Notes de lecture par auteurs

Je suis l'argile

Chaïm Potok – JC Lattes
(traduction Elie-Robert Nicoud)

Au cœur d’un drame humanitaire, celui de la guerre de Corée dans les années 50, Chaïm Potok nous embarque dans un récit intimiste confrontant trois personnages. Un vieil homme et sa femme fuient leur village vers le sud, pour échapper aux chinois, avec pour tout bien une charrette et un peu de riz ; sur la route, il croisent un enfant, le « garçon », à moitié mort d’une blessure d’obus à la poitrine. La femme veut l’emmener, l’homme refuse.

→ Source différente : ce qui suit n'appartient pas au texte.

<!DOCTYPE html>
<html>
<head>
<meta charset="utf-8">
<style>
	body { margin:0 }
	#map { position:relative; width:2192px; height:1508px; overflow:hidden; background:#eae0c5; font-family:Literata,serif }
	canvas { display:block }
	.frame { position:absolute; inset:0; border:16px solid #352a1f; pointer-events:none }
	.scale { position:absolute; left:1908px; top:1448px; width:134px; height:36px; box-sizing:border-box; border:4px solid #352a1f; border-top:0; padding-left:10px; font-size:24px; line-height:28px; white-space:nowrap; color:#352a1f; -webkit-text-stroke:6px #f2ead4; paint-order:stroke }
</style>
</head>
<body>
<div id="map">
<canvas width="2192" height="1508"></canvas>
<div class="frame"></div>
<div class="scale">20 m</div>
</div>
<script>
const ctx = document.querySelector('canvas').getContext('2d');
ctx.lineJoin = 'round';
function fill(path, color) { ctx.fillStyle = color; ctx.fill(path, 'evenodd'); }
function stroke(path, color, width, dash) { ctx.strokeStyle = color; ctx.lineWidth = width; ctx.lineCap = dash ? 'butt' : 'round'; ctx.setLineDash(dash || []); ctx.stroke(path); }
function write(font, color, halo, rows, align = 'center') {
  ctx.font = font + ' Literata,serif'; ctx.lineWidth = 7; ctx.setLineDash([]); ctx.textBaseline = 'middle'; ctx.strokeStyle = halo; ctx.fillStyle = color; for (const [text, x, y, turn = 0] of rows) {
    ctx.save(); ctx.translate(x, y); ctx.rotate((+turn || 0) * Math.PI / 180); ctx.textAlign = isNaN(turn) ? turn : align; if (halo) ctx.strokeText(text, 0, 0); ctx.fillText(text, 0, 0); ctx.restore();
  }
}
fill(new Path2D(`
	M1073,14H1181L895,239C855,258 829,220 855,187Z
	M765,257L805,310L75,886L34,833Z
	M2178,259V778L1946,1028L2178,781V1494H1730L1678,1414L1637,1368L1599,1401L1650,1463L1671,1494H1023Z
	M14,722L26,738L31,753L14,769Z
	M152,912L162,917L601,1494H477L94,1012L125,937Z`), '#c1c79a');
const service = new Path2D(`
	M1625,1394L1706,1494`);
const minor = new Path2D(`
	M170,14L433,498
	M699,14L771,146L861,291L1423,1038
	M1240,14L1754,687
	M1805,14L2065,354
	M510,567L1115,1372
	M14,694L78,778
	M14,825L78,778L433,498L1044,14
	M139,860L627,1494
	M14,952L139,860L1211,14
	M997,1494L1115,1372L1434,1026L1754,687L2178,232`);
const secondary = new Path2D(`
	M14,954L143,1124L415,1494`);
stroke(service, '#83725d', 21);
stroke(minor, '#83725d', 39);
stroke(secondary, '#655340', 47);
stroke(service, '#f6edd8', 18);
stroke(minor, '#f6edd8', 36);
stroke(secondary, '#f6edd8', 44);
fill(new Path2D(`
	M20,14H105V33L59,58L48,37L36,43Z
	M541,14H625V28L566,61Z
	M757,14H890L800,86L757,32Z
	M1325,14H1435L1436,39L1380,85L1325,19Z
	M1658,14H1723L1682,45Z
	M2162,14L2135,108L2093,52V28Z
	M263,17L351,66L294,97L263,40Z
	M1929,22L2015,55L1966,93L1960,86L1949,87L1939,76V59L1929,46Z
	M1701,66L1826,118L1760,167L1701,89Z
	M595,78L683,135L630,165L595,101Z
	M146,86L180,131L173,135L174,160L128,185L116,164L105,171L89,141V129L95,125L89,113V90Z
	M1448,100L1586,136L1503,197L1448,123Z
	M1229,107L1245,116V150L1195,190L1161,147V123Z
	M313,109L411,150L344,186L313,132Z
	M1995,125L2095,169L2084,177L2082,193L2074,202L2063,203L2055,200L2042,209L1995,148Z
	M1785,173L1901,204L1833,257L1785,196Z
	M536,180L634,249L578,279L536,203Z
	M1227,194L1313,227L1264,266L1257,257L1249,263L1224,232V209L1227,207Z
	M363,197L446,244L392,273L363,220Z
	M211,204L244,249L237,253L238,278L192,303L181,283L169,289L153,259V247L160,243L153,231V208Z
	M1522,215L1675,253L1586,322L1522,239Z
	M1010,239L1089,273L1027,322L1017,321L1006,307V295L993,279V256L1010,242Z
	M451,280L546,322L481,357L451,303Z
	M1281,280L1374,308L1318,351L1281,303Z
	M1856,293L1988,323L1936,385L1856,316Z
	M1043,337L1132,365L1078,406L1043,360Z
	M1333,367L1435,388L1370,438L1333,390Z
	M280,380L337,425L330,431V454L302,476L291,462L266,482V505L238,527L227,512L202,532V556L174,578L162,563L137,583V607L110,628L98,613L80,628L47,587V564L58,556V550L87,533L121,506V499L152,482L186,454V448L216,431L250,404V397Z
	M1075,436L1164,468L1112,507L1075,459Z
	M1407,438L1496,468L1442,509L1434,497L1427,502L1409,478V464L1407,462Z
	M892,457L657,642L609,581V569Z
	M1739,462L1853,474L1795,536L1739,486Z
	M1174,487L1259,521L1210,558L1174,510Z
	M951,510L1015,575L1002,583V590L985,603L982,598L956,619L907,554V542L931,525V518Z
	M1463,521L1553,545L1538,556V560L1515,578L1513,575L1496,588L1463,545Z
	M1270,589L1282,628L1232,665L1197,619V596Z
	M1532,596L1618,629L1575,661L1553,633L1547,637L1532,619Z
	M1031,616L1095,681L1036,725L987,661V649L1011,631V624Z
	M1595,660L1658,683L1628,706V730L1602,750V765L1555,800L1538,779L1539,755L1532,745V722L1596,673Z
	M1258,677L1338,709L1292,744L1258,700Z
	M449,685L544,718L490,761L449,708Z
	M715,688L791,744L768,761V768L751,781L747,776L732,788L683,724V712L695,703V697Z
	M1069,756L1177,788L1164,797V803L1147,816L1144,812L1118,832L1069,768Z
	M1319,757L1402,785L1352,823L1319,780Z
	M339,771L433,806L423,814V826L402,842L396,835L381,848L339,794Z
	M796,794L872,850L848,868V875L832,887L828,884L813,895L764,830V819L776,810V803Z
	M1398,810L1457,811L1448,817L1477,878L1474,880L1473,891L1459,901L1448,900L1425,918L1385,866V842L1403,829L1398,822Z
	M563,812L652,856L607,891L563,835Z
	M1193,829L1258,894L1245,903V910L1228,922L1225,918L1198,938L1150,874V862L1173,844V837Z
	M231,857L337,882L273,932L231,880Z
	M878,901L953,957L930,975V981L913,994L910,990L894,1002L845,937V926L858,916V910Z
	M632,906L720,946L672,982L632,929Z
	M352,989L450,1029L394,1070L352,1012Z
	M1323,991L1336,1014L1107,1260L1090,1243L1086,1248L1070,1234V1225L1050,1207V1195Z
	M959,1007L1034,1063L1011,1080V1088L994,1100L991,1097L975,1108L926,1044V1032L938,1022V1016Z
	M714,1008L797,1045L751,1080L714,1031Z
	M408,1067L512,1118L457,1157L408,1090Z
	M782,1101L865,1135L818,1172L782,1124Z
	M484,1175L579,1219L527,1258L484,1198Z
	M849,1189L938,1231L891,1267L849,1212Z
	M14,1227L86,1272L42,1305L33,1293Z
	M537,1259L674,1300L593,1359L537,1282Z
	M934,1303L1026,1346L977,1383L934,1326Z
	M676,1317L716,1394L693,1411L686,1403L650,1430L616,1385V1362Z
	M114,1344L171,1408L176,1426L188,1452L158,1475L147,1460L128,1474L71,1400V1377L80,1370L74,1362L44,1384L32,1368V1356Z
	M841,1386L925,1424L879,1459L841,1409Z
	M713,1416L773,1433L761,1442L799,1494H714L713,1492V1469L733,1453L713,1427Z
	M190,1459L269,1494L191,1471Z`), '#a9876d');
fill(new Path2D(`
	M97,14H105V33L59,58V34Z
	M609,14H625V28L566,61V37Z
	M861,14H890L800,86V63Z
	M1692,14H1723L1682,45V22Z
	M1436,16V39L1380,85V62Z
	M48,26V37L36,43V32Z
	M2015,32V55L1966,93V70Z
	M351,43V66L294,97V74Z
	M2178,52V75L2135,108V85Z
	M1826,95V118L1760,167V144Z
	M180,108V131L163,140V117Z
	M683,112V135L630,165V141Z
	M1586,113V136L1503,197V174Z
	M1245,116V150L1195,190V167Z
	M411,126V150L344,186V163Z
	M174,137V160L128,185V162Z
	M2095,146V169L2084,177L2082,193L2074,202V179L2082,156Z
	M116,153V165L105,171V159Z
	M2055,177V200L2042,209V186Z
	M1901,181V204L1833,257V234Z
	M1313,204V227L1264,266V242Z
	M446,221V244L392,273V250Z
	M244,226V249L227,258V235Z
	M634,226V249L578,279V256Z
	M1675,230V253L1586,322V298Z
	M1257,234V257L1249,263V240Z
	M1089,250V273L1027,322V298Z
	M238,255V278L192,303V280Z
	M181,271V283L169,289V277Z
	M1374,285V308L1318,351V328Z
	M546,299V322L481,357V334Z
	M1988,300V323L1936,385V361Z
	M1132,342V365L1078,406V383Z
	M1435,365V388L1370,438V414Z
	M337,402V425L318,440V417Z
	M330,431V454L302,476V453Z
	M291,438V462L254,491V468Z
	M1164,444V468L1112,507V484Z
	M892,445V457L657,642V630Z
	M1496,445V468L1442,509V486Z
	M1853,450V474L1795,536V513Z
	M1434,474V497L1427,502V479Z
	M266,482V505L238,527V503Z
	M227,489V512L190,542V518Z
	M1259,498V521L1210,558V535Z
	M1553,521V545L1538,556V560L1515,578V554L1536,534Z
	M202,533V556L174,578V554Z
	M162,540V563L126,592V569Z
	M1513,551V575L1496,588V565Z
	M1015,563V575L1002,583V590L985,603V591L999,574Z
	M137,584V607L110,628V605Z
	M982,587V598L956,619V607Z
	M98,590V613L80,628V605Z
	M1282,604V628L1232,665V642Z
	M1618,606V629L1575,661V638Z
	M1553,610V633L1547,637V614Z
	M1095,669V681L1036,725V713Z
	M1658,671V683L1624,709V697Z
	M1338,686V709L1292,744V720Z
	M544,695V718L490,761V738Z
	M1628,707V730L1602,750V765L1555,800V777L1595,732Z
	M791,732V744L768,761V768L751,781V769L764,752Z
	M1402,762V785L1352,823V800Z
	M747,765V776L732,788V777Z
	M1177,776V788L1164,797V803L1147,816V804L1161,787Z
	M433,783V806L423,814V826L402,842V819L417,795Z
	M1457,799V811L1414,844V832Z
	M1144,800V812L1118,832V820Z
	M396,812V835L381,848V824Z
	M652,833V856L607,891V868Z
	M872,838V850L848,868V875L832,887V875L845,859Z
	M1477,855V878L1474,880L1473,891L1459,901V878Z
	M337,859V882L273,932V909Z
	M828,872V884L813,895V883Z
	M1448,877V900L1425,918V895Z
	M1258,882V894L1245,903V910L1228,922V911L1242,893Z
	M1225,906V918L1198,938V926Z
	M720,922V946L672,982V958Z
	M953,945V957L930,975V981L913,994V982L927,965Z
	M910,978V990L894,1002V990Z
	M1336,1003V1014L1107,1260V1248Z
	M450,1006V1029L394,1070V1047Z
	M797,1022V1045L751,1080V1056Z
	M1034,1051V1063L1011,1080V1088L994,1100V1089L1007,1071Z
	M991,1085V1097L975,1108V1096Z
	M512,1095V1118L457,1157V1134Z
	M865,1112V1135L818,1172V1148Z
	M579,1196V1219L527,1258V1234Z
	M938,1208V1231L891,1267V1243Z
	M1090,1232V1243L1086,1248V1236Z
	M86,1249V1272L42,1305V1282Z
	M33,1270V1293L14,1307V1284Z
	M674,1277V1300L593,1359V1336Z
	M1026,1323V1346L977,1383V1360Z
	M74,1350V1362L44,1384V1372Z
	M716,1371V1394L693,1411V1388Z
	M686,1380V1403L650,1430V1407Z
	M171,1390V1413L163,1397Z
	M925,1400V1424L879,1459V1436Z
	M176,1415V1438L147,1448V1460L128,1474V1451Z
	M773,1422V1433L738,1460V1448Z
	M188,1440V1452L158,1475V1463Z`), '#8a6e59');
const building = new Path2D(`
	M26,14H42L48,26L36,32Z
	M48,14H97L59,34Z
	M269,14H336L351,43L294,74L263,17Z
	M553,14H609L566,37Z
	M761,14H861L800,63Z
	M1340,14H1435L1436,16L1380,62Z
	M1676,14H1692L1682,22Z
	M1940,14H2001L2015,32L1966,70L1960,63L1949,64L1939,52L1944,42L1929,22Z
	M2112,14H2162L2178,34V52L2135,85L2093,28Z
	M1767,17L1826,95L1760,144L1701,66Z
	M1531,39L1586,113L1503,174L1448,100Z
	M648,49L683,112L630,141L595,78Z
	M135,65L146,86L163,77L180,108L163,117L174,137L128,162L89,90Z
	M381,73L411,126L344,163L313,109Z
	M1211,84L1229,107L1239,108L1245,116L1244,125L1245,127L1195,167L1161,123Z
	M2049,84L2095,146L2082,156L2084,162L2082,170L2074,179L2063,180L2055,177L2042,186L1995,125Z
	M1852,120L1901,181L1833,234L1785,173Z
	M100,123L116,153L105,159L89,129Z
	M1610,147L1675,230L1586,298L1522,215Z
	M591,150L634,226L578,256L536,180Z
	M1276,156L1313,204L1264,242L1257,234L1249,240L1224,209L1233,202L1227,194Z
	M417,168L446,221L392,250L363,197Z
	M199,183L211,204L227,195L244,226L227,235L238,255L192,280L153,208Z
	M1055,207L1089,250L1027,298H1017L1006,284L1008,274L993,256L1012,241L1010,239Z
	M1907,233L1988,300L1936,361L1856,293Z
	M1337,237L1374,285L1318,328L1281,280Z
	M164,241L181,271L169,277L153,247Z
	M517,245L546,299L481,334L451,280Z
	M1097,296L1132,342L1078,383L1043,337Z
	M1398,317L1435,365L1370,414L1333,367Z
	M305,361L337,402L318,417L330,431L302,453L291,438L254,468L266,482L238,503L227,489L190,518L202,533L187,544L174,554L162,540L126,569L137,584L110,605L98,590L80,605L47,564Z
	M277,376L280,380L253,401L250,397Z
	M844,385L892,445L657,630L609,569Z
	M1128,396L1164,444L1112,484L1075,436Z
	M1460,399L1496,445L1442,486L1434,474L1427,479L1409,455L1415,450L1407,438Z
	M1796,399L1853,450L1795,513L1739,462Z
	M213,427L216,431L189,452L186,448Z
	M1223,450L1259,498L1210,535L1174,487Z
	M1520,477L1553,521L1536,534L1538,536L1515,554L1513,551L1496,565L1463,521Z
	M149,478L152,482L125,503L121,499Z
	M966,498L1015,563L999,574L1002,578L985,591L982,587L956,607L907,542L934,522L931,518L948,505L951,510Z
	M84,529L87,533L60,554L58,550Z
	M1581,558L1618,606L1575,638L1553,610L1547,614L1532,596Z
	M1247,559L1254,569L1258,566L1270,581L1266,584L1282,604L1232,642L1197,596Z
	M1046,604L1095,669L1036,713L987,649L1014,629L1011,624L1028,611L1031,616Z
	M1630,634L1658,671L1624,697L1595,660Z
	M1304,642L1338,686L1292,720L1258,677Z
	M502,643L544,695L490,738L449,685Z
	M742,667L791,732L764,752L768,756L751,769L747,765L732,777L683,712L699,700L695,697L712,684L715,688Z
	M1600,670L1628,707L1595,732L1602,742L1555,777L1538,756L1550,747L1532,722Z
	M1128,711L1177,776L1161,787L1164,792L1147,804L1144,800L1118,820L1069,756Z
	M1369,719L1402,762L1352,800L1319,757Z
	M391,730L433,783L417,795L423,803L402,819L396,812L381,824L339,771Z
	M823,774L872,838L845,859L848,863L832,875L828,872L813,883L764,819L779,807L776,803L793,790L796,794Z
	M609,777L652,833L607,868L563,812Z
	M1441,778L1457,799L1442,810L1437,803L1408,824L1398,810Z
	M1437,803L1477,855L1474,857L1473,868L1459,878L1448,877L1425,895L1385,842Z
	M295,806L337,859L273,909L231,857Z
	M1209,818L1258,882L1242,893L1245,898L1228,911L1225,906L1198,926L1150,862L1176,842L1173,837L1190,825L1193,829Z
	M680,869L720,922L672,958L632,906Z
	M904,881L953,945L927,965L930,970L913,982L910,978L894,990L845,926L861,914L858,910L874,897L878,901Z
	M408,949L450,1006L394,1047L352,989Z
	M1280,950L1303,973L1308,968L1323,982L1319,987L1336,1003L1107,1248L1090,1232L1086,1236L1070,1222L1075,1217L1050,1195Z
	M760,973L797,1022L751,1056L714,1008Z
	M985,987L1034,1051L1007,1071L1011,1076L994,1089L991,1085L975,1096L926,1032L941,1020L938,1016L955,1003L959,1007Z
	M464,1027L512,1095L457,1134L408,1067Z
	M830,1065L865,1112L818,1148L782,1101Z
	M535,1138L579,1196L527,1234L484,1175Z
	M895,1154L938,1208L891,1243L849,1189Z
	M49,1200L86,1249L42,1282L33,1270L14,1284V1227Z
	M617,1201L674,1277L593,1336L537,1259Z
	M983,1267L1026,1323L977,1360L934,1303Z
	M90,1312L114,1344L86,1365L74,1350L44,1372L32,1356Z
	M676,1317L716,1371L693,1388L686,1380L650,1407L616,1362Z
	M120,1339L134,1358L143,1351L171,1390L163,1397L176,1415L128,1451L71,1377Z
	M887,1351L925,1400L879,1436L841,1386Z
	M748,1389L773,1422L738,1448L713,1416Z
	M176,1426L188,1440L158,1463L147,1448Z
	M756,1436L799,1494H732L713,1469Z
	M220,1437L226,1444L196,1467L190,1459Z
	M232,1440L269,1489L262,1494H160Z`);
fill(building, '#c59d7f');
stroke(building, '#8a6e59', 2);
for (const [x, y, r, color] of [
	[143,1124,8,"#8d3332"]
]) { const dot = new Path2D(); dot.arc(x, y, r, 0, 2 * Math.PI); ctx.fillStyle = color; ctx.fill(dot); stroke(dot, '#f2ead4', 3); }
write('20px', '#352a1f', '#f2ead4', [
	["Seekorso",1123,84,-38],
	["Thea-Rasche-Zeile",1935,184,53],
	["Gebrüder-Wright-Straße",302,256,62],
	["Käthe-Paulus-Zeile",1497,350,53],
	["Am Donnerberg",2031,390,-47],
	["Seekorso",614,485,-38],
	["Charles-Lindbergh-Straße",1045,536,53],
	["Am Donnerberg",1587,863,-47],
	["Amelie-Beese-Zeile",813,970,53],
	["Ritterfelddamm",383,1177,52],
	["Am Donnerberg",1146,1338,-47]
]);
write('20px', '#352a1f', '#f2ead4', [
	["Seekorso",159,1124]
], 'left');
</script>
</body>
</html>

Le garçon va tout de même les suivre dans leur interminable voyage, aimé comme un fils par la femme, rejeté par l’homme qui peut à peu va éprouver des sentiments nuancés à son égard.
    Dans cette sorte d’aventure épique, c’est un véritable hui-clos au milieu d’une atmosphère dantesque, ou à chaque moment il s’agit de lutter contre le froid, la faim, la maladie, tout en se cachant de l’ennemi. On retrouvera un peu cette atmosphère dans l’excellent roman « La Route », avec ici en toile de fond des évènements qui donnent à ce récit une dimension très réaliste. Entre souffrance, espoir, sentiments contradictoires qui se dessinent en filigrane au fil des pages, ce roman est une fine analyse des rapports humains où le pire côtoie le meilleur, avec une note d’optimisme tant on ressent la force de l’humanisme venir à bout des comportements sauvages. C'est aussi une ouverture sur une culture particulière, celle de la spiritualité coréenne, décrite avec justesse par un auteur, aujourd'hui disparu, qui fut rabbin dans l'armée américaine en Corée.  Jean-Claude T.


Je m'appelle Asher Lev

Chaim Potok - Buchet-Chastel
(traduction Fabrice Hélion, Catherine Gary)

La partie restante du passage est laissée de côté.